Assignment
Search the lines of the records for the word "stream", and copy every line that has it.

Dataset
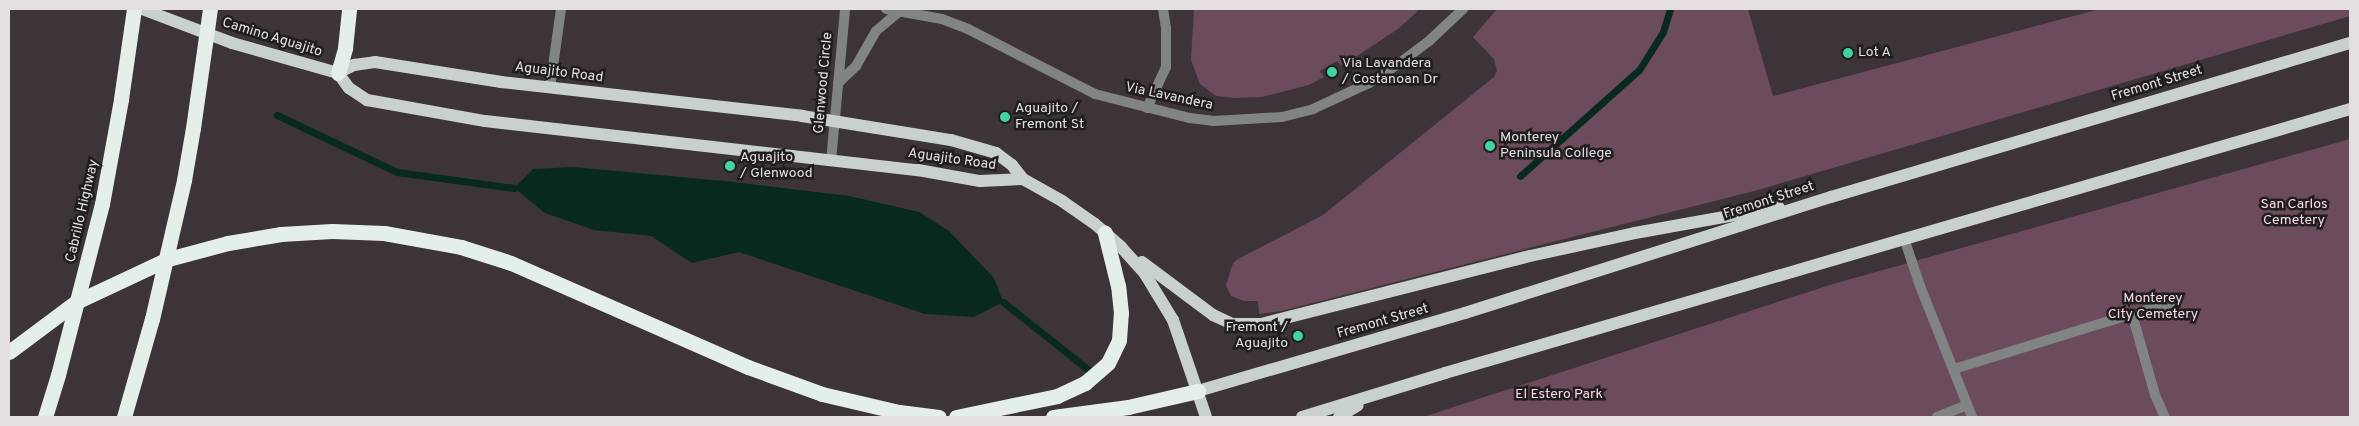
<!DOCTYPE html>
<html>
<head>
<meta charset="utf-8">
<style>
  body { margin:0 }
  #map { position:relative; width:2359px; height:426px; overflow:hidden; background:#3c3438; font-family:Overpass,sans-serif }
  div>[style] { position:absolute }
  .green>* { inset:0; background:#6c4b5c }
  .water>* { inset:0; background:#08291d }
  .stream>* { height:7px; margin:-3.5px; padding:0 3.5px; transform-origin:3.5px; border-radius:3.5px; background:#08291d }
  .service>* { height:10px; margin:-5px; padding:0 5px; transform-origin:5px; border-radius:5px; background:#808482 }
  .minor>* { height:10px; margin:-5px; padding:0 5px; transform-origin:5px; border-radius:5px; background:#808482 }
  .primary>* { height:12px; margin:-6px; padding:0 6px; transform-origin:6px; border-radius:6px; background:#c9d1cd }
  .motorway>* { height:15px; margin:-7.5px; padding:0 7.5px; transform-origin:7.5px; border-radius:7.5px; background:#e5efea }
  .motorway-bridge>* { height:15px; margin:-7.5px; padding:0 7.5px; transform-origin:7.5px; border-radius:7.5px; background:#e5efea }
  .dots>* { width:14px; height:14px; translate:-50% -50%; box-sizing:border-box; border:2px solid #201d1f; border-radius:50% }
  span { translate:-50% -50%; white-space:nowrap; text-align:center; line-height:1.15; -webkit-text-stroke:5px #201d1f; paint-order:stroke }
  .street-label { font-size:14px; color:#e4dfe1 }
  .poi-label { font-size:14px; color:#e4dfe1 }
  .left { translate:0 -50%; text-align:left }
  .right { translate:-100% -50%; text-align:right }
  .park-label { font-size:14px; color:#fad9e9 }
  .frame { position:absolute; inset:0; border:10px solid #e4dfe1; pointer-events:none }
</style>
</head>
<body>
<div id="map">
  <div class="green">
    <div style="clip-path:polygon(1194px 9px,1416px 9px,1418px 11px,1398px 29px,1342px 66px,1337px 61px,1320px 71px,1324px 77px,1309px 85px,1262px 97px,1235px 98px,1216px 96px,1200px 84px,1191px 60px)"></div>
    <div style="clip-path:polygon(1497px 9px,1748px 9px,1773px 96px,2100px 9px,2350px 9px,2350px 16px,1758px 190px,1281px 311px,1259px 314px,1258px 301px,1244px 301px,1231px 296px,1226px 285px,1233px 263px,1238px 259px,1323px 215px,1494px 77px,1497px 71px,1494px 59px,1473px 37px)"></div>
    <div style="clip-path:polygon(2350px 139px,2350px 417px,1423px 417px,1833px 284px)"></div>
  </div>
  <div class="water">
    <div style="clip-path:polygon(573px 167px,734px 182px,849px 196px,919px 212px,949px 231px,994px 278px,1003px 302px,974px 317px,925px 314px,739px 252px,692px 263px,651px 236px,594px 230px,545px 213px,514px 188px,533px 169px)"></div>
  </div>
  <div class="stream">
    <div style="left:277px;top:115px;width:133px;rotate:25.4deg"></div>
    <div style="left:397px;top:172px;width:118px;rotate:7.8deg"></div>
    <div style="left:1520px;top:176px;width:159px;rotate:-41.7deg"></div>
    <div style="left:1639px;top:70px;width:45px;rotate:-57.7deg"></div>
    <div style="left:1663px;top:32px;width:24px;rotate:-73deg"></div>
    <div style="left:1003px;top:302px;width:111px;rotate:38.4deg"></div>
  </div>
  <div class="service">
    <div style="left:1904px;top:238px;width:51px;rotate:71.6deg"></div>
    <div style="left:1920px;top:286px;width:141px;rotate:68.3deg"></div>
    <div style="left:2132px;top:314px;width:41px;rotate:-15.4deg"></div>
    <div style="left:1954px;top:369px;width:186px;rotate:-17.2deg"></div>
    <div style="left:2132px;top:314px;width:84px;rotate:74.1deg"></div>
    <div style="left:2155px;top:395px;width:24px;rotate:66deg"></div>
    <div style="left:1937px;top:417px;width:32px;rotate:-22deg"></div>
  </div>
  <div class="minor">
    <div style="left:886px;top:9px;width:57px;rotate:10.1deg"></div>
    <div style="left:942px;top:19px;width:28px;rotate:21deg"></div>
    <div style="left:968px;top:29px;width:143px;rotate:27.1deg"></div>
    <div style="left:1095px;top:94px;width:98px;rotate:14.2deg"></div>
    <div style="left:1190px;top:118px;width:24px;rotate:7deg"></div>
    <div style="left:1214px;top:121px;width:68px;rotate:-3.4deg"></div>
    <div style="left:1282px;top:117px;width:32px;rotate:-14deg"></div>
    <div style="left:1313px;top:109px;width:62px;rotate:-24.9deg"></div>
    <div style="left:1369px;top:83px;width:38px;rotate:-33deg"></div>
    <div style="left:1401px;top:62px;width:35px;rotate:-37deg"></div>
    <div style="left:1429px;top:41px;width:47px;rotate:-43.3deg"></div>
    <div style="left:838px;top:83px;width:25px;rotate:-43deg"></div>
    <div style="left:856px;top:66px;width:40px;rotate:-60.3deg"></div>
    <div style="left:876px;top:31px;width:31px;rotate:-40deg"></div>
    <div style="left:550px;top:88px;width:80px;rotate:-82.1deg"></div>
    <div style="left:1147px;top:108px;width:45px;rotate:-65.1deg"></div>
    <div style="left:1166px;top:67px;width:39px;rotate:-90deg"></div>
    <div style="left:1166px;top:28px;width:19px;rotate:-99deg"></div>
    <div style="left:831px;top:161px;width:153px;rotate:-84.7deg"></div>
  </div>
  <div class="primary">
    <div style="left:142px;top:9px;width:96px;rotate:20.7deg"></div>
    <div style="left:232px;top:43px;width:110px;rotate:15.8deg"></div>
    <div style="left:338px;top:73px;width:18px;rotate:-27deg"></div>
    <div style="left:354px;top:65px;width:21px;rotate:-8deg"></div>
    <div style="left:375px;top:62px;width:128px;rotate:9deg"></div>
    <div style="left:501px;top:82px;width:303px;rotate:6.4deg"></div>
    <div style="left:802px;top:116px;width:151px;rotate:9.2deg"></div>
    <div style="left:951px;top:140px;width:47px;rotate:16.1deg"></div>
    <div style="left:996px;top:153px;width:20px;rotate:37deg"></div>
    <div style="left:1012px;top:165px;width:18px;rotate:52deg"></div>
    <div style="left:1023px;top:179px;width:45px;rotate:29.4deg"></div>
    <div style="left:1062px;top:201px;width:40px;rotate:34.9deg"></div>
    <div style="left:1095px;top:224px;width:35px;rotate:41deg"></div>
    <div style="left:1121px;top:247px;width:36px;rotate:48deg"></div>
    <div style="left:1145px;top:274px;width:54px;rotate:58.7deg"></div>
    <div style="left:1173px;top:320px;width:102px;rotate:71.2deg"></div>
    <div style="left:338px;top:73px;width:19px;rotate:54deg"></div>
    <div style="left:349px;top:88px;width:22px;rotate:34deg"></div>
    <div style="left:367px;top:100px;width:120px;rotate:10.1deg"></div>
    <div style="left:485px;top:121px;width:436px;rotate:6.5deg"></div>
    <div style="left:918px;top:170px;width:63px;rotate:10.1deg"></div>
    <div style="left:980px;top:181px;width:43px;rotate:-2.7deg"></div>
    <div style="left:1142px;top:262px;width:89px;rotate:36.7deg"></div>
    <div style="left:1213px;top:315px;width:21px;rotate:25deg"></div>
    <div style="left:1232px;top:324px;width:29px"></div>
    <div style="left:1261px;top:324px;width:277px;rotate:-14.2deg"></div>
    <div style="left:1530px;top:256px;width:107px;rotate:-12.4deg"></div>
    <div style="left:1635px;top:233px;width:146px;rotate:-10.2deg"></div>
    <div style="left:1198px;top:391px;width:278px;rotate:-16.3deg"></div>
    <div style="left:1465px;top:313px;width:384px;rotate:-17.6deg"></div>
    <div style="left:1831px;top:197px;width:541px;rotate:-16.53deg"></div>
    <div style="left:1302px;top:417px;width:150px;rotate:-17.1deg"></div>
    <div style="left:1445px;top:373px;width:943px;rotate:-16.26deg"></div>
    <div style="left:1339px;top:417px;width:22px;rotate:-32deg"></div>
  </div>
  <div class="motorway">
    <div style="left:338px;top:73px;width:26px;rotate:-74deg"></div>
    <div style="left:345px;top:48px;width:39px;rotate:-84deg"></div>
    <div style="left:184px;top:180px;width:53px;rotate:-80.2deg"></div>
    <div style="left:102px;top:204px;width:107px;rotate:-79.7deg"></div>
    <div style="left:121px;top:99px;width:91px;rotate:-81.8deg"></div>
    <div style="left:9px;top:352px;width:84px;rotate:-36.7deg"></div>
    <div style="left:76px;top:302px;width:102px;rotate:-25.1deg"></div>
    <div style="left:168px;top:259px;width:62px;rotate:-14.9deg"></div>
    <div style="left:228px;top:243px;width:54px;rotate:-9.6deg"></div>
    <div style="left:281px;top:234px;width:51px;rotate:-3.4deg"></div>
    <div style="left:332px;top:231px;width:52px;rotate:2.2deg"></div>
    <div style="left:384px;top:233px;width:78px;rotate:10.3deg"></div>
    <div style="left:461px;top:247px;width:52px;rotate:17.7deg"></div>
    <div style="left:511px;top:263px;width:259px;rotate:23.7deg"></div>
    <div style="left:748px;top:367px;width:79px;rotate:20deg"></div>
    <div style="left:822px;top:394px;width:79px;rotate:13.2deg"></div>
    <div style="left:899px;top:412px;width:40px;rotate:7.1deg"></div>
    <div style="left:45px;top:417px;width:44px;rotate:-72.8deg"></div>
    <div style="left:124px;top:417px;width:102px;rotate:-74.1deg"></div>
    <div style="left:956px;top:417px;width:103px;rotate:-11.7deg"></div>
    <div style="left:1057px;top:396px;width:31px;rotate:-25deg"></div>
    <div style="left:1085px;top:383px;width:30px;rotate:-41deg"></div>
    <div style="left:1108px;top:363px;width:25px;rotate:-64deg"></div>
    <div style="left:1119px;top:340px;width:27px;rotate:-86deg"></div>
    <div style="left:1121px;top:313px;width:27px;rotate:-96deg"></div>
    <div style="left:1118px;top:286px;width:55px;rotate:-103.8deg"></div>
    <div style="left:1053px;top:417px;width:76px;rotate:-7.6deg"></div>
    <div style="left:1128px;top:407px;width:72px;rotate:-12.9deg"></div>
  </div>
  <div class="motorway-bridge">
    <div style="left:193px;top:128px;width:120px;rotate:-81.9deg"></div>
    <div style="left:152px;top:319px;width:143px;rotate:-77deg"></div>
    <div style="left:58px;top:375px;width:177px;rotate:-75.6deg"></div>
  </div>
  <div class="dots">
    <div style="left:1848px;top:53px;background:#42d4a0"></div>
    <div style="left:1332px;top:72px;background:#42d4a0"></div>
    <div style="left:1005px;top:117px;background:#42d4a0"></div>
    <div style="left:1490px;top:146px;background:#42d4a0"></div>
    <div style="left:730px;top:166px;background:#42d4a0"></div>
    <div style="left:1298px;top:336px;background:#42d4a0"></div>
  </div>
  <div class="street-label">
    <span style="left:272px;top:38px;rotate:17deg">Camino Aguajito</span>
    <span style="left:559px;top:73px;rotate:7deg">Aguajito Road</span>
    <span style="left:824px;top:83px;rotate:-85deg">Glenwood Circle</span>
    <span style="left:2157px;top:84px;rotate:-17deg">Fremont Street</span>
    <span style="left:1169px;top:97px;rotate:12deg">Via Lavandera</span>
    <span style="left:952px;top:160px;rotate:8deg">Aguajito Road</span>
    <span style="left:1769px;top:201px;rotate:-18deg">Fremont Street</span>
    <span style="left:83px;top:211px;rotate:-77deg">Cabrillo Highway</span>
    <span style="left:1383px;top:322px;rotate:-16deg">Fremont Street</span>
  </div>
  <div class="poi-label">
    <span class="left" style="left:1858px;top:53px">Lot A</span>
    <span class="left" style="left:1342px;top:72px">Via Lavandera<br>/ Costanoan Dr</span>
    <span class="left" style="left:1015px;top:117px">Aguajito /<br>Fremont St</span>
    <span class="left" style="left:1500px;top:146px">Monterey<br>Peninsula College</span>
    <span class="left" style="left:740px;top:166px">Aguajito<br>/ Glenwood</span>
    <span class="right" style="left:1288px;top:336px">Fremont /<br>Aguajito</span>
  </div>
  <div class="park-label">
    <span style="left:2294px;top:213px">San Carlos<br>Cemetery</span>
    <span style="left:2153px;top:307px">Monterey<br>City Cemetery</span>
    <span style="left:1559px;top:395px">El Estero Park</span>
  </div>
  <div class="frame"></div>
</div>
</body>
</html>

Exercise result
  .stream>* { height:7px; margin:-3.5px; padding:0 3.5px; transform-origin:3.5px; border-radius:3.5px; background:#08291d }
  <div class="stream">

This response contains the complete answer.